The only thing that Firefox mobile has at the top of the screen are the URL
bar, which automatically hides when the user scrolls down, and a couple of
buttons piggy backing to save on screen real estate.

And complaining about these UI elements in Firefox mobile while boasting
Chrome mobile as the best is something that makes absolutely zero sense, as
Chrome mobile has the exact same UI elements at the exact same position.

It seems you are desperate to both find reasons to criticize and justify your
complains at a rational and factual level.

------
Barrin92
I have to say I wouldn't have thought it but I really like Microsoft's take on
Chromium. It seems at least for some reason faster and more responsive than
Chrome although it's built on pretty much the same base.

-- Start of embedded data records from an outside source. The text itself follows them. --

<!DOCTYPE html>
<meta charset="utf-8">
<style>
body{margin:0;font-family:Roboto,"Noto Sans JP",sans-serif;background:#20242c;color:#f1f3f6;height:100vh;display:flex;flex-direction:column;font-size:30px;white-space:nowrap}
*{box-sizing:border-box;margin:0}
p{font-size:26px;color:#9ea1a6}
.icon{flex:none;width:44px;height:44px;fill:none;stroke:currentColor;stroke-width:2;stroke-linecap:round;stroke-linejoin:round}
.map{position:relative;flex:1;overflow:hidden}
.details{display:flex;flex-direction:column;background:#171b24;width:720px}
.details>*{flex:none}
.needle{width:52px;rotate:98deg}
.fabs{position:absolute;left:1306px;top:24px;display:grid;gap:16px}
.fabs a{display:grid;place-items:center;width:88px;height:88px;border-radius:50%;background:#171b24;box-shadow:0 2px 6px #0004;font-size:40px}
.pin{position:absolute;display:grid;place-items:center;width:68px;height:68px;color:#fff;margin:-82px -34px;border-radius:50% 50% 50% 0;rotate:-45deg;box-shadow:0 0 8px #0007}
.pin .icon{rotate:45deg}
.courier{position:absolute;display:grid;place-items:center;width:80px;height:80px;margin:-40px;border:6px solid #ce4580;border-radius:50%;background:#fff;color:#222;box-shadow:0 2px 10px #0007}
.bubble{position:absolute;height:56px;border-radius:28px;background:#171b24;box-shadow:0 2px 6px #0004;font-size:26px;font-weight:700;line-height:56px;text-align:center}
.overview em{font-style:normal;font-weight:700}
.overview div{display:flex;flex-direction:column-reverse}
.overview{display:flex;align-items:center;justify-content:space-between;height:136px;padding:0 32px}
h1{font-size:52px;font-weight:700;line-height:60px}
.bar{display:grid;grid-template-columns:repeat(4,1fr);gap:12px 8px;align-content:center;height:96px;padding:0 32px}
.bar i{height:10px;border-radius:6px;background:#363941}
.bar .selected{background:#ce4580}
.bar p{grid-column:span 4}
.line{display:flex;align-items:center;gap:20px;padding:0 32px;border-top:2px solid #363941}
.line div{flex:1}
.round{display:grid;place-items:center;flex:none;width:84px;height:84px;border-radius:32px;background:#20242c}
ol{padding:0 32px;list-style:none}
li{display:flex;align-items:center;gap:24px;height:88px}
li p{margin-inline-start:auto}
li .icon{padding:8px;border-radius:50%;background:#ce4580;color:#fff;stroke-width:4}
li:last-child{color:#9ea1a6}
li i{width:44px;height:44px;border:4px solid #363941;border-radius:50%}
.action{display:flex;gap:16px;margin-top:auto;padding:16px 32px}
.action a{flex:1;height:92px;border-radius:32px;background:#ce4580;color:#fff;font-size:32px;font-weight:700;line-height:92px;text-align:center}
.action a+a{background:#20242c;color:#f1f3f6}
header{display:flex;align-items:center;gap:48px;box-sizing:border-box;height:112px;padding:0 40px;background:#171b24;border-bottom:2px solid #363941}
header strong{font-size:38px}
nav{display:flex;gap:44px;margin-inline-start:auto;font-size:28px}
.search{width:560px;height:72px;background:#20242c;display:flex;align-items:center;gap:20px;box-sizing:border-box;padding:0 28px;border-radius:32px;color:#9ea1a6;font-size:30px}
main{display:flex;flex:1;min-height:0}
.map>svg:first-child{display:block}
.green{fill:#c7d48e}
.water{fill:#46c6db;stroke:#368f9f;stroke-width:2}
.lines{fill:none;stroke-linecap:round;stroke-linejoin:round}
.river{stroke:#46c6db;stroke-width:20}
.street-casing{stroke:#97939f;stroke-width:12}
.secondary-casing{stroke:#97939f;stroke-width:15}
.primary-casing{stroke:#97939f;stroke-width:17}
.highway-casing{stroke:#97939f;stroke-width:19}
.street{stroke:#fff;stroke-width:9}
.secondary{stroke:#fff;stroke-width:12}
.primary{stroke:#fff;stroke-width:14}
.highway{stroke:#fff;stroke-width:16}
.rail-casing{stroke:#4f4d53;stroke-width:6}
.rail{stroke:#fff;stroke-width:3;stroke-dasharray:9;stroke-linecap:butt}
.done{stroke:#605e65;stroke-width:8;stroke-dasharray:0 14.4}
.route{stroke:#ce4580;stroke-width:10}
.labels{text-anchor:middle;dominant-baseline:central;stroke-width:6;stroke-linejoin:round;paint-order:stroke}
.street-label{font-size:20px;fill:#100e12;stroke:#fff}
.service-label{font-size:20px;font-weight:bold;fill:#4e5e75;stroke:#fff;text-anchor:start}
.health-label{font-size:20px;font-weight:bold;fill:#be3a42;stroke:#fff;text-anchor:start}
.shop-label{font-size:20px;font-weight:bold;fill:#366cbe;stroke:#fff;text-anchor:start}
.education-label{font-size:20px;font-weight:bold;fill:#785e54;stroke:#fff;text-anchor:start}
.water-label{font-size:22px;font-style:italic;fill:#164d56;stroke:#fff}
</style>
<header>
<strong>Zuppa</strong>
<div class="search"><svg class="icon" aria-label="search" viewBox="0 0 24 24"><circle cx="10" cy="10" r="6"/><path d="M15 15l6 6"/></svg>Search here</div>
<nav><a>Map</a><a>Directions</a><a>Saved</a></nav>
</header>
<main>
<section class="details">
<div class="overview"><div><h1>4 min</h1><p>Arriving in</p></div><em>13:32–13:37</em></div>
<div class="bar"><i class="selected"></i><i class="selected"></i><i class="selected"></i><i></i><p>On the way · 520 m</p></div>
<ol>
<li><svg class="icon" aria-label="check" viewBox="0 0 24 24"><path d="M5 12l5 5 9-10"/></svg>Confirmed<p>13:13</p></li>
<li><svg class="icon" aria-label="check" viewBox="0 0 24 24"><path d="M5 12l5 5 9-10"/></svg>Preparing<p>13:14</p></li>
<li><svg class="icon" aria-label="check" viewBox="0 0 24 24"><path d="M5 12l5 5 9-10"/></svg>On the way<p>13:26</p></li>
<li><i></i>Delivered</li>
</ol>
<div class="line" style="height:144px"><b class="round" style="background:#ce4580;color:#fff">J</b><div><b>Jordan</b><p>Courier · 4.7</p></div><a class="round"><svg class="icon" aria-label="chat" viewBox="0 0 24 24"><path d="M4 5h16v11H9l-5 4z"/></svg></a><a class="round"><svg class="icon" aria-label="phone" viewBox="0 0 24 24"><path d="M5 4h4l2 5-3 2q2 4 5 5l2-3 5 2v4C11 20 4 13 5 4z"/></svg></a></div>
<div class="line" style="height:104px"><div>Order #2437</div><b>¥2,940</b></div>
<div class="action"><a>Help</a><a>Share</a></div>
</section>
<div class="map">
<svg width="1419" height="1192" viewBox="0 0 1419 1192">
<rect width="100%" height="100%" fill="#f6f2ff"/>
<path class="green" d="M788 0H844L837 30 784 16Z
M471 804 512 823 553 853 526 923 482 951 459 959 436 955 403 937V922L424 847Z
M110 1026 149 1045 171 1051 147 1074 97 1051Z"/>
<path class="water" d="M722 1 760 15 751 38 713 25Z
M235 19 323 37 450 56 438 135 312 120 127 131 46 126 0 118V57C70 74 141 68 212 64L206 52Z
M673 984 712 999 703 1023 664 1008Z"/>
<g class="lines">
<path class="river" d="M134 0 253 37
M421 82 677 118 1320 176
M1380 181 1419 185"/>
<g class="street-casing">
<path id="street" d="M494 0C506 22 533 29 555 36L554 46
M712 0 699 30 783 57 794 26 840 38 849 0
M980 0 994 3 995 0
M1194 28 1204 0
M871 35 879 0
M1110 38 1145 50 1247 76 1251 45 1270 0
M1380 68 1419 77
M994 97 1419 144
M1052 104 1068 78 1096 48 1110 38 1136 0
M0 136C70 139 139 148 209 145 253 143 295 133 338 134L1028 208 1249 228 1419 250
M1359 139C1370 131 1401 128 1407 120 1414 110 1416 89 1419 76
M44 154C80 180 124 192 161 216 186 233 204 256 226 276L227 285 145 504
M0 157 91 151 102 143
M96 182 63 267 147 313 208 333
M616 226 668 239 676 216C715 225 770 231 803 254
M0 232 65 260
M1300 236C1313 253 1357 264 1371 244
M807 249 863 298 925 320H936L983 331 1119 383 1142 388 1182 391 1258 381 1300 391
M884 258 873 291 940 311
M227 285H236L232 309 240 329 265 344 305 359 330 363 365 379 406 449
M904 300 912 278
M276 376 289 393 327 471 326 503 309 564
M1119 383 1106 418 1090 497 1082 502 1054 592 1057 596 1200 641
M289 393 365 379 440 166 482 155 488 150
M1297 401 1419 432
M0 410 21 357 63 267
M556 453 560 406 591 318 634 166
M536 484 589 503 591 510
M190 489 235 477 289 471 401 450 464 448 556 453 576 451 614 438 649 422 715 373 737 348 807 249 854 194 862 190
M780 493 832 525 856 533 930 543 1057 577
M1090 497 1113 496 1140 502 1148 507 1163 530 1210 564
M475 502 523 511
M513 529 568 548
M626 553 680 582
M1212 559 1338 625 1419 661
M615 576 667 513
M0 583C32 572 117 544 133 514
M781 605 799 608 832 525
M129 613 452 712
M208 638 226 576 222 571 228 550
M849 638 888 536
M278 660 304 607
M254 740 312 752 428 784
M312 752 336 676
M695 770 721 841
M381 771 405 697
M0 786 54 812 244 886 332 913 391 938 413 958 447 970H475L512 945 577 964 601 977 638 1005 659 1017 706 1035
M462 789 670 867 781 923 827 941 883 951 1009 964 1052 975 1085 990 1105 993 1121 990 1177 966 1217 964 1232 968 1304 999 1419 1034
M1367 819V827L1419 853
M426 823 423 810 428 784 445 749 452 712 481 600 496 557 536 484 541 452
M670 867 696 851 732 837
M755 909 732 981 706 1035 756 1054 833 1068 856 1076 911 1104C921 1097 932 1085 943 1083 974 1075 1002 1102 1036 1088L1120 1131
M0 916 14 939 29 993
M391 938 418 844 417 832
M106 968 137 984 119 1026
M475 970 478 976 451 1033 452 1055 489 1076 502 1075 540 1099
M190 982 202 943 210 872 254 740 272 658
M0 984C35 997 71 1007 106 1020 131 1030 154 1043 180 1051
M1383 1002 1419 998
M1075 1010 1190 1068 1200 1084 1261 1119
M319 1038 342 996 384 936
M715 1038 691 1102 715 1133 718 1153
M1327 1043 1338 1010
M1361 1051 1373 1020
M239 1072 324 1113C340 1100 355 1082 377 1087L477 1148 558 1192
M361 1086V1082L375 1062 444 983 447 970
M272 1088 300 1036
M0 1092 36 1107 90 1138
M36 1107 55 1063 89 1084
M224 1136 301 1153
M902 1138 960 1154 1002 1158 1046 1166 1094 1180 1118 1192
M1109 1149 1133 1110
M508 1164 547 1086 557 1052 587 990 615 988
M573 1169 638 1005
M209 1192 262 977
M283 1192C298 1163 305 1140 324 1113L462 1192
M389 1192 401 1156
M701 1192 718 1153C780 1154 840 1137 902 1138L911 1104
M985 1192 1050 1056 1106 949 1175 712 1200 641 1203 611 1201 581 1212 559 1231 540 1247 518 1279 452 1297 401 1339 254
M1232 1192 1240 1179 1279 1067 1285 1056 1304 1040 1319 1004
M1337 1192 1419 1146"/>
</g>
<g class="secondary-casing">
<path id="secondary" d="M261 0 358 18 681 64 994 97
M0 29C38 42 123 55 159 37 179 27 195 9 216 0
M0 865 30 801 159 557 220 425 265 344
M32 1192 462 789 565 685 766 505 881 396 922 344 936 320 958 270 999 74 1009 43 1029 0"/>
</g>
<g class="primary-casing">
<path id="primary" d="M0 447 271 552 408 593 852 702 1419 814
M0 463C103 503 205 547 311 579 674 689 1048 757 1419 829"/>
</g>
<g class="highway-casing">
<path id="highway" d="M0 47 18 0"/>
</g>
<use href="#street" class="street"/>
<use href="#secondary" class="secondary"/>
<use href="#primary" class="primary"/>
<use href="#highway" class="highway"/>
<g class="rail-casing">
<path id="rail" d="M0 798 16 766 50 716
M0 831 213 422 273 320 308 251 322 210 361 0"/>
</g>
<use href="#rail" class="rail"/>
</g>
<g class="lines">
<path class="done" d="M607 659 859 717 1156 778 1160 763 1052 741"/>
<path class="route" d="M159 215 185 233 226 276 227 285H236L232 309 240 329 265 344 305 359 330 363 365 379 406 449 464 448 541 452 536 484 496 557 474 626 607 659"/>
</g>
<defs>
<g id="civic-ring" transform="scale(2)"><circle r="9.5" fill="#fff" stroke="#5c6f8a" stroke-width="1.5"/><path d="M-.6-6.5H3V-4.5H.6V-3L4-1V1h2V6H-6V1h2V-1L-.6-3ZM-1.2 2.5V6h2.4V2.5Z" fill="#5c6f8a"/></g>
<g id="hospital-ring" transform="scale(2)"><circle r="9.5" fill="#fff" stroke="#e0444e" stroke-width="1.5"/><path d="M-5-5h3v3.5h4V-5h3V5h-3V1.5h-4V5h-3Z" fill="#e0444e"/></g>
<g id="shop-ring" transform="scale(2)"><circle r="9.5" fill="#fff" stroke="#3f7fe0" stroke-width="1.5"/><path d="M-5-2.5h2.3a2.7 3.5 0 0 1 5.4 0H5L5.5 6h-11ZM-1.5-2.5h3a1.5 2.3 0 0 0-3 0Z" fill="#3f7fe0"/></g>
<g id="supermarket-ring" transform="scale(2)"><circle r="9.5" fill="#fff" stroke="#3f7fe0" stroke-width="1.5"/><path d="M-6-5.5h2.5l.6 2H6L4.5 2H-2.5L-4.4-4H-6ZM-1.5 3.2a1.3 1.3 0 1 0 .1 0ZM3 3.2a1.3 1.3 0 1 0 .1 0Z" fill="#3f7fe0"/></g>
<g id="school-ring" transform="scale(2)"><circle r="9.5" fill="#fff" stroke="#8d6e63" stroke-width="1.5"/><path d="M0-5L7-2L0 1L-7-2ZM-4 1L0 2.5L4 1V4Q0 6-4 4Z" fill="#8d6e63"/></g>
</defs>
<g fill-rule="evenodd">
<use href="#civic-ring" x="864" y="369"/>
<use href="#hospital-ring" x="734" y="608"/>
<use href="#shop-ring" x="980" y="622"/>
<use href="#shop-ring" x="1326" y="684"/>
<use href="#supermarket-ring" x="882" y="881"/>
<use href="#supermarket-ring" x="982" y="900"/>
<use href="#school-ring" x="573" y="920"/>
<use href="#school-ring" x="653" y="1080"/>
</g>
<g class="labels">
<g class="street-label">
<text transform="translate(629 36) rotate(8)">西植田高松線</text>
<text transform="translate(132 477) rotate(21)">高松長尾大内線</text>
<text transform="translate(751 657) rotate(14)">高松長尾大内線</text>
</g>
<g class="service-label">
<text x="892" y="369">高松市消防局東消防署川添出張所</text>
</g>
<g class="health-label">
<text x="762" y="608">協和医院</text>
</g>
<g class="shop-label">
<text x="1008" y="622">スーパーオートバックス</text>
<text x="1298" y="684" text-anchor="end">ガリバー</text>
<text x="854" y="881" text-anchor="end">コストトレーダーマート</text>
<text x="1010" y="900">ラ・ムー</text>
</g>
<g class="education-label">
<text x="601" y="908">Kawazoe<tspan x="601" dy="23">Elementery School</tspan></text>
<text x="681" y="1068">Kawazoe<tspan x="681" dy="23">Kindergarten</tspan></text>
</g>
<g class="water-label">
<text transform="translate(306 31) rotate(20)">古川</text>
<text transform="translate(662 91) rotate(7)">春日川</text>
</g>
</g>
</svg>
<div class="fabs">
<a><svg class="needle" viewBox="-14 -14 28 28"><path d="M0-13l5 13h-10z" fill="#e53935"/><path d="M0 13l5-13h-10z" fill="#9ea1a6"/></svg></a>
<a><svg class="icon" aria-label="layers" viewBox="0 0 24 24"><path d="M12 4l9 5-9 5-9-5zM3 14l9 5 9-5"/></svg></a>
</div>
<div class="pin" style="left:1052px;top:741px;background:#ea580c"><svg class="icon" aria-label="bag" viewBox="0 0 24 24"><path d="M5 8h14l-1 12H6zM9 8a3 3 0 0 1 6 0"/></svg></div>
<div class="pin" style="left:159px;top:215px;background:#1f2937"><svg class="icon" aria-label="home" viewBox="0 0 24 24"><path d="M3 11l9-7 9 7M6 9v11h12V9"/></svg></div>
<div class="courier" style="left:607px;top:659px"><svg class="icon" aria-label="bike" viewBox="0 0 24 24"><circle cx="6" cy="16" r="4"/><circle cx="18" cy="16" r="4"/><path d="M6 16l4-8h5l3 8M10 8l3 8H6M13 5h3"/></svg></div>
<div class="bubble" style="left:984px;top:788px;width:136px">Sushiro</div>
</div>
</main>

The "reader view" is quite nice and the text to speech feature is great, the
quality is really good. It also seems to be getting vertical tabs pretty soon.
For now I'm only using it on windows though, it'd be great if there was a
linux version at some point.

------
pjbk
It is also very responsive in Android. I use FF in the desktop but in my phone
and tablets it is practically unusable. Switched to Edge there a couple of
years ago and it was a smooth transition and has some good configuration
options, like blocking ads.

------
jrnichols
Maybe it was in the article and I missed it, but has Edge started to eat into
Google Chrome's marketshare at all? Or Safari's? (Yes, I know, Safari's
marketshare is less than 4%, but it's been consistent.)

------
stevavoliajvar
:(

------
techslave
why are folks sad about this? Edge is great. It doesn’t make firefox any less
great.

------
peschu
really strange how fast people forget what kind of company microsoft is...

so: F*CK MS! Viva la revolucion!! (somebody has to say it) :)

Everyone is talking about compliance and risk management and all that blabla,
but the most obvious and highest risk (and btw not compliant to GDPR) of a
quasi monopolist (with closed source), is not being taken into account...

------
hereisdx
:(